── MATERIAL FOR THIS EXERCISE

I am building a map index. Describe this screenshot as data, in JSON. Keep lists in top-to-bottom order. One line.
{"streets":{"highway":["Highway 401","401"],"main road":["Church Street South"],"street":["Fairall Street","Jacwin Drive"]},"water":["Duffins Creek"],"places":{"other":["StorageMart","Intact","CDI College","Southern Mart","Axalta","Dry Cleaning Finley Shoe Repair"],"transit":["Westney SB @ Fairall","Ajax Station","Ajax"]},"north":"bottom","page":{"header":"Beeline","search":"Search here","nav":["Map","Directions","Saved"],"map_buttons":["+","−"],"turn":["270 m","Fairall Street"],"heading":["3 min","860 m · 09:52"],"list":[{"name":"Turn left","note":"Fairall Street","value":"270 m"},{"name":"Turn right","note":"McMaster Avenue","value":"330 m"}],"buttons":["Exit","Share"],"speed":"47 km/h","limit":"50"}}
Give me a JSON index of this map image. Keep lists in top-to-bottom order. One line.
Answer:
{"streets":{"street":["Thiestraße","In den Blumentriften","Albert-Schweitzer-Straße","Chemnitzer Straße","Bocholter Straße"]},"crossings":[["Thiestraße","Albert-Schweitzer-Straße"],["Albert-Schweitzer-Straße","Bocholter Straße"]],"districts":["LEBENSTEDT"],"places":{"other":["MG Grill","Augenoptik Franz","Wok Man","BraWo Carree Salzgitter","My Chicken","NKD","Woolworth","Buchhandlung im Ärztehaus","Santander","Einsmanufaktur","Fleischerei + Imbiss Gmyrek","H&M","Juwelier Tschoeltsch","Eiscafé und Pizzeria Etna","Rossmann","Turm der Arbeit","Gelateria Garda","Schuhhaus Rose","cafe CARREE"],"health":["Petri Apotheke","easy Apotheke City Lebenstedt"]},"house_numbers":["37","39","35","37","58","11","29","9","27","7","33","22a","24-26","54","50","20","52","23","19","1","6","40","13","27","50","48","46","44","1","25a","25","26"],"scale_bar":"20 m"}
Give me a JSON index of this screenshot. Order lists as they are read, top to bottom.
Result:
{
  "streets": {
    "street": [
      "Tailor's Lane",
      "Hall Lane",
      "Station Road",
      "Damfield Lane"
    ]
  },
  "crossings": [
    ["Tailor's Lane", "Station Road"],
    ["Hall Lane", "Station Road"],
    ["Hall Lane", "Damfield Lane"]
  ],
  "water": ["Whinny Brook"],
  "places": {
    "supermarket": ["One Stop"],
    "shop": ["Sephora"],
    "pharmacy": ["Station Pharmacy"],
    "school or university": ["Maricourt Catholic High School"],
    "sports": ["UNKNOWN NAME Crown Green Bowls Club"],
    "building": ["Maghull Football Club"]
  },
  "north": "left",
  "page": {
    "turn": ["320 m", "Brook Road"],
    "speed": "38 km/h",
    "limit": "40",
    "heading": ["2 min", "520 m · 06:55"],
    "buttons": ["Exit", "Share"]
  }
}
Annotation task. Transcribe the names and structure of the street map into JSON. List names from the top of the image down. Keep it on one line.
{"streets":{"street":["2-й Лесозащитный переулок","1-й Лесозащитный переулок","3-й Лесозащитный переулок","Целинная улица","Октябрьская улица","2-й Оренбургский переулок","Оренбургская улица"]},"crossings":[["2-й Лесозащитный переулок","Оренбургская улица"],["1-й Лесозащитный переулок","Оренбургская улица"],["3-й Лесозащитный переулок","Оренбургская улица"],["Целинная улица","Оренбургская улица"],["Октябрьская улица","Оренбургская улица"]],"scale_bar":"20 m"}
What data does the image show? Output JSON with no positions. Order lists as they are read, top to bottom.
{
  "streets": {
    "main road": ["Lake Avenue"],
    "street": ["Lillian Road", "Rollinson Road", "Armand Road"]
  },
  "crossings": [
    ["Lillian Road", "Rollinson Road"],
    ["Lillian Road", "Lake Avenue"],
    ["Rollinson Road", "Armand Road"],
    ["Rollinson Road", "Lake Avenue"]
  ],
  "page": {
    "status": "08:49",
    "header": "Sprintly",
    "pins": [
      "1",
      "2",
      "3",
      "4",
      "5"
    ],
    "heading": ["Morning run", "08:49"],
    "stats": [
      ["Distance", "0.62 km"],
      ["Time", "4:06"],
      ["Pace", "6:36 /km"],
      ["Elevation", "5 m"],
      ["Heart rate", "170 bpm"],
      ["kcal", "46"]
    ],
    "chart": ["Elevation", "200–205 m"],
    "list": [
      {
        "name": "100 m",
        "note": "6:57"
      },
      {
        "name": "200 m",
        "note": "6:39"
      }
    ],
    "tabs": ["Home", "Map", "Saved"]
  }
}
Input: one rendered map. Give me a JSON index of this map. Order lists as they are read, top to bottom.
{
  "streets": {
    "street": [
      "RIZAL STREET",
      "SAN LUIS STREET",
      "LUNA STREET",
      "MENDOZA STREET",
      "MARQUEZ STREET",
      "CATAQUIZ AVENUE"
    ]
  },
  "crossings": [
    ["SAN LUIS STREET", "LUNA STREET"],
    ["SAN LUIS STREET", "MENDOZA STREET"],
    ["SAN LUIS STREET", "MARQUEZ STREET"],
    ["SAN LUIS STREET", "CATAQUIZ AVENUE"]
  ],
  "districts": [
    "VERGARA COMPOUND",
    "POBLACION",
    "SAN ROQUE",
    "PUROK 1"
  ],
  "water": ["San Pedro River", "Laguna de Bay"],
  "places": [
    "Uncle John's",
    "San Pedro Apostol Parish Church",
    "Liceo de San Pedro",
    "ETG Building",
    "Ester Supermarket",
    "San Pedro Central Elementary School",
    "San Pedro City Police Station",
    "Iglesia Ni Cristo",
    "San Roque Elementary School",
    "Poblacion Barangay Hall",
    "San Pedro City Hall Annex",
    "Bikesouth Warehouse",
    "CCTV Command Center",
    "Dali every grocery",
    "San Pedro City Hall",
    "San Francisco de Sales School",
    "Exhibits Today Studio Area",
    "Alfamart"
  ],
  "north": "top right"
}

────

DIRECTIONS FOR THIS TASK: Copy out each line of the entries that holds "screenshot".

RESULT:
I am building a map index. Describe this screenshot as data, in JSON. Keep lists in top-to-bottom order. One line.
Give me a JSON index of this screenshot. Order lists as they are read, top to bottom.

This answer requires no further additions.